AIM OF THE EXERCISE>
Search the records for the string "compass" and copy every line where it turns up.

** Opening DATA PROVIDED block **

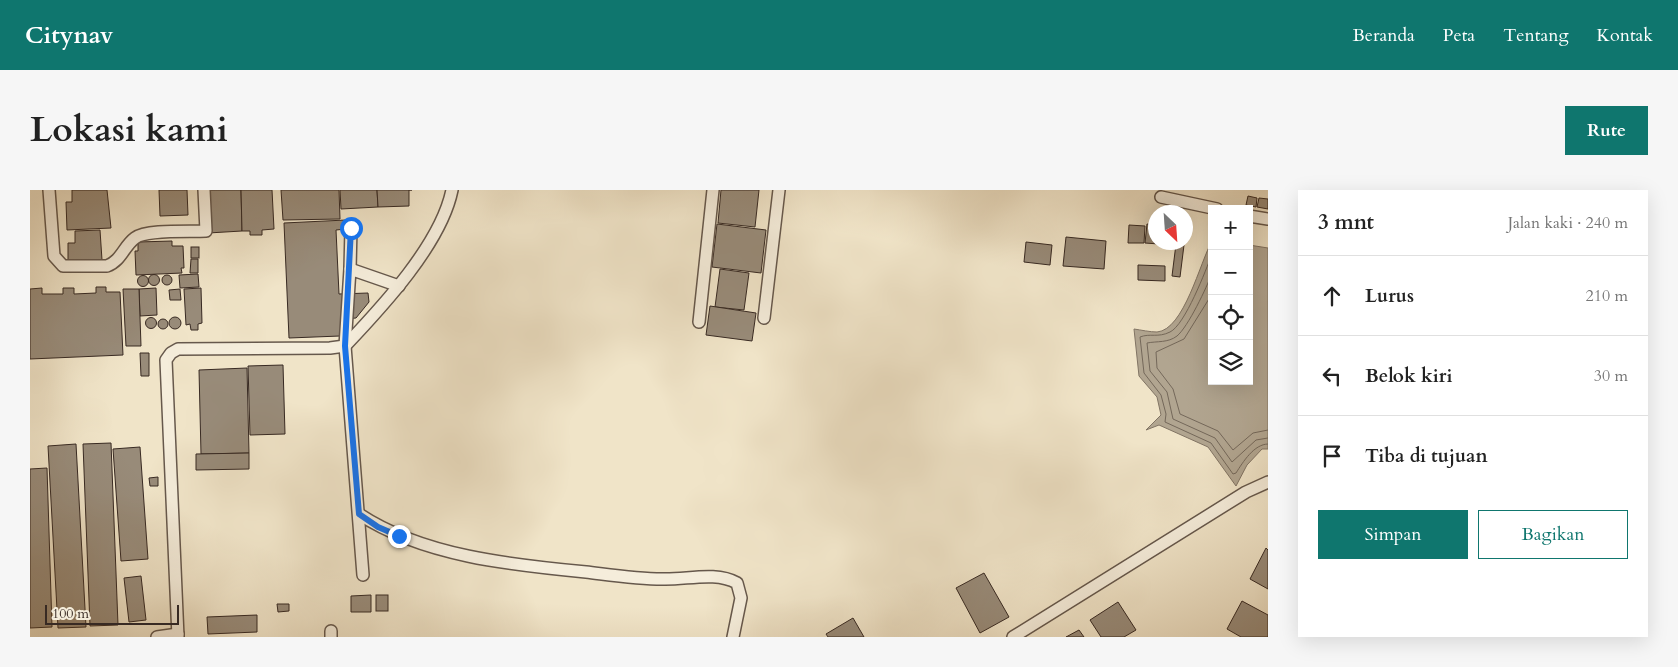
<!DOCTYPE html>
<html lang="id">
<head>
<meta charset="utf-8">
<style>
  body { margin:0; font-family:Cardo,serif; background:#f6f6f6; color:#222 }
  .controls { position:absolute; right:15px; top:15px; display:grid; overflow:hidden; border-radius:0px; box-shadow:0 5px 20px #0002 }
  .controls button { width:45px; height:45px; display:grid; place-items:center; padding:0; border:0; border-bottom:1px solid #e0e0e0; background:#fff; color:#222; font:25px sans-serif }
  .compass { position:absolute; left:1118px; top:15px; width:45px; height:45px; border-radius:50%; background:#fff; box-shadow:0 5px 20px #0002; rotate:155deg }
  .scale { position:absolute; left:15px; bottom:12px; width:134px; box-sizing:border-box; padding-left:5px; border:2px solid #382a23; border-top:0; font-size:14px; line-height:18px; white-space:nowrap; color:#382a23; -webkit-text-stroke:4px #f5eddb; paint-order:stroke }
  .stop { position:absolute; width:15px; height:15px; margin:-11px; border:4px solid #1a73e8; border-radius:50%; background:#fff }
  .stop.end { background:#1a73e8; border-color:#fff; box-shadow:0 1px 5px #0008 }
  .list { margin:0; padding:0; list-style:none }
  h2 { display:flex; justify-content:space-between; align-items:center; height:65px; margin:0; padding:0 20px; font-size:21px }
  h2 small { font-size:16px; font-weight:400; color:#767676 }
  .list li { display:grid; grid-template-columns:32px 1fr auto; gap:15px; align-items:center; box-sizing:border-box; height:80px; padding:0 20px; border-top:1px solid #e0e0e0 }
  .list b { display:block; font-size:19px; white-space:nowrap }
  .list em { font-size:16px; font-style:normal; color:#767676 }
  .actions { display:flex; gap:10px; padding:15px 20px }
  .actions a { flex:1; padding:11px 0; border:1px solid #0f766e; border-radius:0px; text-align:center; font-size:18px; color:#0f766e }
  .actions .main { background:#0f766e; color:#fff }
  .icon { flex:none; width:28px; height:28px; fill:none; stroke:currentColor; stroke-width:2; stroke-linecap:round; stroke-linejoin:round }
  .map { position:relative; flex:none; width:1238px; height:447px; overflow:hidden; border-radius:0px }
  header { display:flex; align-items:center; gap:30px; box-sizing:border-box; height:70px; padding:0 25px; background:#0f766e; color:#fff }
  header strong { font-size:24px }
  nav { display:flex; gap:28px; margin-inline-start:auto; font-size:18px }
  .intro { display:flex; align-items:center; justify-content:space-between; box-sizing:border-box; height:120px; padding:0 30px }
  h1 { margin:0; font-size:35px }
  .button { padding:12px 22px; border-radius:0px; background:#0f766e; color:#fff; font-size:18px; font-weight:700 }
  main { display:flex; gap:30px; padding:0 30px }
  aside { flex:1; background:#fff; border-radius:0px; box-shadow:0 5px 20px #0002 }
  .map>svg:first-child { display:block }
  .water { fill:#b1a590; stroke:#817464 }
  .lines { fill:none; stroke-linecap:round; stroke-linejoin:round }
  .shore { stroke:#74685a; stroke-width:1 }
  .building { fill:#988b79; stroke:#382a23 }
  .minor-casing { stroke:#66584c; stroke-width:14 }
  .minor { stroke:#f5eddb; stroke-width:11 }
  .route { stroke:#1a73e8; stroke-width:6 }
</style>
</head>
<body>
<header>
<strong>Citynav</strong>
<nav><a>Beranda</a><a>Peta</a><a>Tentang</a><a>Kontak</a></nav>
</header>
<div class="intro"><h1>Lokasi kami</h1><a class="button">Rute</a></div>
<main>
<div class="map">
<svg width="1238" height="447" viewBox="0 0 1238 447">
  <rect width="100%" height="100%" fill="#f0e4c8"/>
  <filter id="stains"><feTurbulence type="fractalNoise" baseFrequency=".004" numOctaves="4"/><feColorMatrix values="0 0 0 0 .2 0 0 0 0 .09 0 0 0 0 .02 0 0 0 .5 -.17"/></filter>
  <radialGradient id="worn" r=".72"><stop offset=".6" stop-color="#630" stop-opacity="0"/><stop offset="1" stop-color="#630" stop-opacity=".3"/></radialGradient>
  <path class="water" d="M1182 51V191H1219V55L1238 58V259H1232L1217 275 1206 296 1178 257 1129 235 1116 240 1131 225 1127 207 1109 186 1104 139C1111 140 1120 142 1127 142 1154 140 1170 72 1182 51Z"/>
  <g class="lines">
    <g class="shore">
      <path d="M1182 64C1176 80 1155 135 1140 142 1128 148 1120 143 1110 147L1114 183 1131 205 1136 224 1135 232 1181 253 1203 284 1206 283C1213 272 1224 254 1238 254"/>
      <path d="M1182 83C1177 97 1158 137 1147 146 1138 153 1127 151 1117 153L1120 181 1137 202 1143 229 1185 248 1202 272 1226 250 1238 248"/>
      <polyline points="1182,104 1154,149 1126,162 1127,178 1143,199 1150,224 1188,241 1203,260 1223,243 1238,240"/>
    </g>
  </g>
  <g class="building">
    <polygon points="42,0 77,0 81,38 37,40 36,12 42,12"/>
    <polygon points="129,0 157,0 158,25 130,26"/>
    <polygon points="176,0 211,0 212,41 178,43"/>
    <polygon points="211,0 242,0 244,39 232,40 232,45 220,45 220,41 212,41"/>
    <polygon points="251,0 309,0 310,29 253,30"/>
    <polygon points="310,0 347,0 348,17 311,19"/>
    <polygon points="347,0 382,0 379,0 379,16 348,17"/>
    <polygon points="691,0 729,0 725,37 688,33"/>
    <polygon points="1218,6 1227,8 1226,17 1216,15"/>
    <polygon points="1229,8 1238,9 1238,19 1227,17"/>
    <polygon points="316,30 316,39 306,40 309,104 338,103 339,112 326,128 315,129 316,139 310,146 259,148 254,33"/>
    <polygon points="687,34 736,40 731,83 682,77"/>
    <polygon points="1117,34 1126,35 1126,52 1130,52 1129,54 1115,53"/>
    <polygon points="1099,35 1115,36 1114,53 1098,53"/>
    <polygon points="70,40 72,70 38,71 38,53 45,53 45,41"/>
    <polygon points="1036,47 1076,51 1074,79 1033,76"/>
    <polygon points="142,51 142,56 153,56 154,78 151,78 152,83 106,85 105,61 108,61 108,52"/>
    <polygon points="996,52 1022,55 1020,75 994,72"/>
    <polygon points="1146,54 1154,55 1150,87 1142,86"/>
    <rect x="161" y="57" width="8" height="11"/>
    <polygon points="161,69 168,69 168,83 160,83"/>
    <polygon points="1108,75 1135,76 1135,91 1108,90"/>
    <polygon points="690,79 719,83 714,120 685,117"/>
    <polygon points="168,84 169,97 150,98 149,85"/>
    <circle cx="124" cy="90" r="5.5"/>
    <circle cx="137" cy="90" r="5"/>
    <circle cx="113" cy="91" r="5.5"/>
    <polygon points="66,97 76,97 76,102 90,102 93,165 0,169 0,99 12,98 12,104 33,104 33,98 44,98 44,104 66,103"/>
    <polygon points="126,98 127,125 110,126 109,99"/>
    <polygon points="171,98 172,133 168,134 168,140 161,140 160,134 156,135 154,99"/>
    <polygon points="93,99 109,99 111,156 96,156"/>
    <polygon points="150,99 151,110 140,110 139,100"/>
    <polygon points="680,116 726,123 722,151 676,145"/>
    <circle cx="145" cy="133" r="6"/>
    <circle cx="121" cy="133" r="5.5"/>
    <circle cx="133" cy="134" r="5"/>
    <polygon points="110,163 119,163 119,186 111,186"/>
    <polygon points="253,175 255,244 220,245 218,176"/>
    <polygon points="217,178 219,263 171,264 169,180"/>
    <polygon points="81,253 88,435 60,436 53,254"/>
    <polygon points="46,254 56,437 28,438 18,256"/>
    <polygon points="110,257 118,369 91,371 83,259"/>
    <polygon points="219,263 219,279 166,280 166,264"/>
    <polygon points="17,278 22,437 0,438 0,279"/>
    <polygon points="128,287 128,296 120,296 119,288"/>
    <polygon points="1236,358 1238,360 1238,399 1220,389"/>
    <polygon points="954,383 979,427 950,443 926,398"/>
    <polygon points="111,386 116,430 99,432 94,388"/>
    <polygon points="341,405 341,422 321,422 321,406"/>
    <rect x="346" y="405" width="12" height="16"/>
    <polygon points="1212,411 1238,425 1238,447 1211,447 1197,439"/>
    <polygon points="1088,412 1106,440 1094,447 1071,447 1060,430"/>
    <polygon points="247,414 259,414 259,421 248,422"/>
    <polygon points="227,425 227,442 178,444 177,427"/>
    <polygon points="823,428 834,447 798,447 796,444"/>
    <polygon points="1049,440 1054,447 1036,447"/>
  </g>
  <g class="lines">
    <defs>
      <g id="minor">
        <path d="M19 0 24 66 33 76H77C91 71 94 56 105 48 117 39 160 42 176 41L174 0"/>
        <polyline points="1131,7 1187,19"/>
        <polyline points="1219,26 1238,29"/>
        <polyline points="320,79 321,38"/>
        <polyline points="734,128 749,0"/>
        <polyline points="669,132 683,0"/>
        <path d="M329 324C392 366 482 375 556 382 581 385 607 389 632 389 657 390 685 381 707 393L711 408 703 447"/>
        <polyline points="333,385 315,156 320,79 369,96"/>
        <polyline points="127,447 148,444"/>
        <path d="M148 447 136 170 141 163 148 159 300 158 315 156C352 117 411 54 422 0"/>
        <polyline points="301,447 301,441"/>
        <polyline points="983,447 1216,302 1238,292"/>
      </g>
    </defs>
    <use href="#minor" class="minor-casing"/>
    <use href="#minor" class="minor"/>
  </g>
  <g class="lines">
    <polyline class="route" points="321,38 315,156 329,324 348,337 369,346"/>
  </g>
  <rect width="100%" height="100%" filter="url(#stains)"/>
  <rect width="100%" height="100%" fill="url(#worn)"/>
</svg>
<div class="controls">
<button>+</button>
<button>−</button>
<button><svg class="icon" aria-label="locate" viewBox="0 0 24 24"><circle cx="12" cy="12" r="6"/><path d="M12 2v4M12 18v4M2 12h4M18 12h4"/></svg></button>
<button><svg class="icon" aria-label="layers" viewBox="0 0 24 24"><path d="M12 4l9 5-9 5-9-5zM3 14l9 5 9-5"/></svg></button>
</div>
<svg class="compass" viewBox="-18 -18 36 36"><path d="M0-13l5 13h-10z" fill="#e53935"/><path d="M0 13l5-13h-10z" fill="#767676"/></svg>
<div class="scale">100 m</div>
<div class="stop" style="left:321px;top:38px"></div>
<div class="stop end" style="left:369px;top:346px"></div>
</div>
<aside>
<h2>3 mnt<small>Jalan kaki · 240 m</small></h2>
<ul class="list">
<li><svg class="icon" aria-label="ahead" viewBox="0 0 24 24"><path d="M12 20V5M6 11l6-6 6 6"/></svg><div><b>Lurus</b></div><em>210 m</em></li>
<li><svg class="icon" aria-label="left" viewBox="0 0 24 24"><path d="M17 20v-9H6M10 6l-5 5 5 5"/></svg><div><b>Belok kiri</b></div><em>30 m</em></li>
<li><svg class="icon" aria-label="arrive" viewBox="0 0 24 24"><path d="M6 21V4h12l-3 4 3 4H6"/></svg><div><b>Tiba di tujuan</b></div></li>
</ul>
<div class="actions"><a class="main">Simpan</a><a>Bagikan</a></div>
</aside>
</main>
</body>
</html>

** Closing DATA PROVIDED block **

EXERCISE ANSWER>
  .compass { position:absolute; left:1118px; top:15px; width:45px; height:45px; border-radius:50%; background:#fff; box-shadow:0 5px 20px #0002; rotate:155deg }
<svg class="compass" viewBox="-18 -18 36 36"><path d="M0-13l5 13h-10z" fill="#e53935"/><path d="M0 13l5-13h-10z" fill="#767676"/></svg>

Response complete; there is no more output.